Dünya genelinde süregelen olağanüstülük önceki hafta da devam etti. Türkiye, Brezilya derken ardından Mısır patlayıverdi… Ancak Mısır’ın durumu diğerlerinden farklı bir mecrada seyretti. Dünyaya yutturulan “Demokrasi Masalı” Batılıların ve Ortadoğu'da gücünü dikta rejimlerinden alan diktatörlerin desteği ile yıkıldı. Örneği pek az görülmüş şekilde canlı yayında darbe yapıldı ve aynı canlılıkta bir kaç ağaç için demokrasi havarisi kesilen Batı sus pus olup darbecilerin, “cunta”nın halkına ve seçilmiş hükümetine karşı açtığı savaşı ve katliamı, seyretmeye başladı. Bu hadise, zihinlerde var olan “ikiyüzlü batı” algısını pekiştirmekle kalmadı, aynı zamanda Batı uygarlığının kapitalizm-sosyalizm-faşizm-liberalizm-demokrasi gibi bütün türevleri ile miadını doldurduğunu gösterdi. İngiliz Independent gazetesinin deneyimli Ortadoğu muhabiri Robert Fisk bu çöküşü şu şekilde özeltledi: “Dünya tarihinde ilk kez bir darbe, darbe değil. Ordu yönetimi ele geçiriyor, demokratik bir şekilde seçilmiş devlet başkanını görevden alıp tutukluyor, anayasayı askıya alıyor, olağan şüphelileri gözaltına alıyor, televizyon kanallarını kapatıyor ve zırhını başkent sokaklarına yığıyor. Ama kutsanmış Barack Obama’nın iki dudağı arasından darbe kelimesi çıkmıyor, çıkamıyor. Umutsuz Birleşmiş Milletler Genel Sekreteri Ban Ki-Moon da böylesine saldırgan bir kelimeyi dillendirmeye cüret etmiyor. Bu, Obama olan biteni bilmiyor olduğundan değil.” Fisk, Mursi’nin demokratik seçimlerle iktidara geldiğini, bugün ülkelerini yöneten bazı Batılı liderlere kıyasla daha fazla oy aldığını, popülerliği düşse dahi bunun bir darbe gerekçesi olamayacağını belirtti. Robert Fisk yazısında, "Bu, 'Avrupa orduları, Avrupalı Başbakanlar, kamuoyu yoklamalarında yüzde 50’nın altına düştüklerinde iktidara el koymaları gerekir’ anlamına mı geliyor?"

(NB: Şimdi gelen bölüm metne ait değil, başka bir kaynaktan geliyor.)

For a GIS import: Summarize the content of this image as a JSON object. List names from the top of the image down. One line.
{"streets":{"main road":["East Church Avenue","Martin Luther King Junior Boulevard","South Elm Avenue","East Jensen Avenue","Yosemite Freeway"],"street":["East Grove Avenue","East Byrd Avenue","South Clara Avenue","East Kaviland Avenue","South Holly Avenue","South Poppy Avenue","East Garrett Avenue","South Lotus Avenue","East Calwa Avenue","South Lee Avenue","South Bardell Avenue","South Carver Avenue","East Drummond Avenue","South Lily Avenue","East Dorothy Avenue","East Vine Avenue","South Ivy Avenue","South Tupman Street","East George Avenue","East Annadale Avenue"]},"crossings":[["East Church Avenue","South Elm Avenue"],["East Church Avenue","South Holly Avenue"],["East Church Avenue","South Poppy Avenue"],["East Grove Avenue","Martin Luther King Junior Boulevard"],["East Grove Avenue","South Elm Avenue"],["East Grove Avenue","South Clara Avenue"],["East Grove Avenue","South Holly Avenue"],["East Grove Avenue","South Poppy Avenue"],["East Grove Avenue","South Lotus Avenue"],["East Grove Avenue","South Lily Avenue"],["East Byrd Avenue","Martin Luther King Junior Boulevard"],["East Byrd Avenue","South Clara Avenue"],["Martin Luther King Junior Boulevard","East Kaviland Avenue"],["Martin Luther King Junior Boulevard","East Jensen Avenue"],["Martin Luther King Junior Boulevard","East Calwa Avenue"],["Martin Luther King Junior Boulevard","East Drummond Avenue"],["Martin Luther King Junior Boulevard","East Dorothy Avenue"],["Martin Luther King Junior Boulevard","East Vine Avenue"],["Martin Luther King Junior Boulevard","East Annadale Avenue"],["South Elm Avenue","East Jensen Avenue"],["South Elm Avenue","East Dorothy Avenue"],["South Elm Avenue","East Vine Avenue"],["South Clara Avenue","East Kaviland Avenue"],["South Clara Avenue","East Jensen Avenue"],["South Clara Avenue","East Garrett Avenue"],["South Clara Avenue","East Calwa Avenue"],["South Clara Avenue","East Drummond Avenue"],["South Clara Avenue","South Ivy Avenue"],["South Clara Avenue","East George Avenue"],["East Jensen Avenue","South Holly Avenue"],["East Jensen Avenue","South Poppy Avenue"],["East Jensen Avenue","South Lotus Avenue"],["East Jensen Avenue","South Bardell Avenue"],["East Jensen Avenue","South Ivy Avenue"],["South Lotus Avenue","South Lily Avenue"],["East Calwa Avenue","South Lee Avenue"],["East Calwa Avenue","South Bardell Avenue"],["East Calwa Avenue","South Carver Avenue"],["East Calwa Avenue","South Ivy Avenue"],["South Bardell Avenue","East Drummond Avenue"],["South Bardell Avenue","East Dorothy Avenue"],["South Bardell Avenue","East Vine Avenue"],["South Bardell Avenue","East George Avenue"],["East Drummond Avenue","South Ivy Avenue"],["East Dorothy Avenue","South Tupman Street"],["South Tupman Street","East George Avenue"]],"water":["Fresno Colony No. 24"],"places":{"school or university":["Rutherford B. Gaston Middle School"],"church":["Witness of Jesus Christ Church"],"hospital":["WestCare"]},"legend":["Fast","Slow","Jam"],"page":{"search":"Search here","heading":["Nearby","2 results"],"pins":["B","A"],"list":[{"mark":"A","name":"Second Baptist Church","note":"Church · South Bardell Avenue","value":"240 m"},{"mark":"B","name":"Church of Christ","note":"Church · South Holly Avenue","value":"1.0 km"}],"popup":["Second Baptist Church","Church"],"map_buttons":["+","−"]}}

Bu handikapa Başbakan Erdoğan da dikkat çekti; “Hani Batı demokrasiden yanaydı ? Hani Batı demokrasinin ülkelerde uygulanabilir hale gelmesinin mücadelesi veriyordu? İşte bu bir samimiyet testidir ve Batı bu samimiyet testinde de yine, tekrar sınıfta kalmıştır. Demokratik darbe olmaz. Yaşam ile ölüm ne kadar birbirinin zıttıysa, 'yaşayan ölü' kavramı ne kadar anlamsız ve saçmaysa, 'demokratik darbe', 'iyi darbe', 'olumlu darbe' kavramı da o kadar anlamsızdır, o kadar saçmadır.”

Küçük bir dipnot; Mısır'da yapılan darbe sonrası Mursi’nin yerine Cumhurbaşkanı olarak 1400 yıl sonra ilk kez bir Hıristiyan, Adli Mansur getirildi. Cumhurbaşkanı atamasının ardından Selefi cephesinde bağlılarını bile şok eden bir gelişme yaşandı. Mısır siyasetinde ciddi bir etkisi olan Selefi Nur Partisi, ülkeyi 30 yıl demir yumrukla yöneten Diktatör Mubarek’in izlerini yansıtan Mısır Ordusu’nun askeri darbe kararını ayakta alkışladı. Mısır’daki askeri darbeyi meşrulaştıran tutumuyla ön plana çıkan Selefi kesimin temsilcisi Nur Partisi, Mursi’nin devrilmesi ve askeri yönetimin Mısır’da ülke yönetimini eline geçirmesiyle sonuçlanan anti-demokratik süreçte önemli rol oynadı.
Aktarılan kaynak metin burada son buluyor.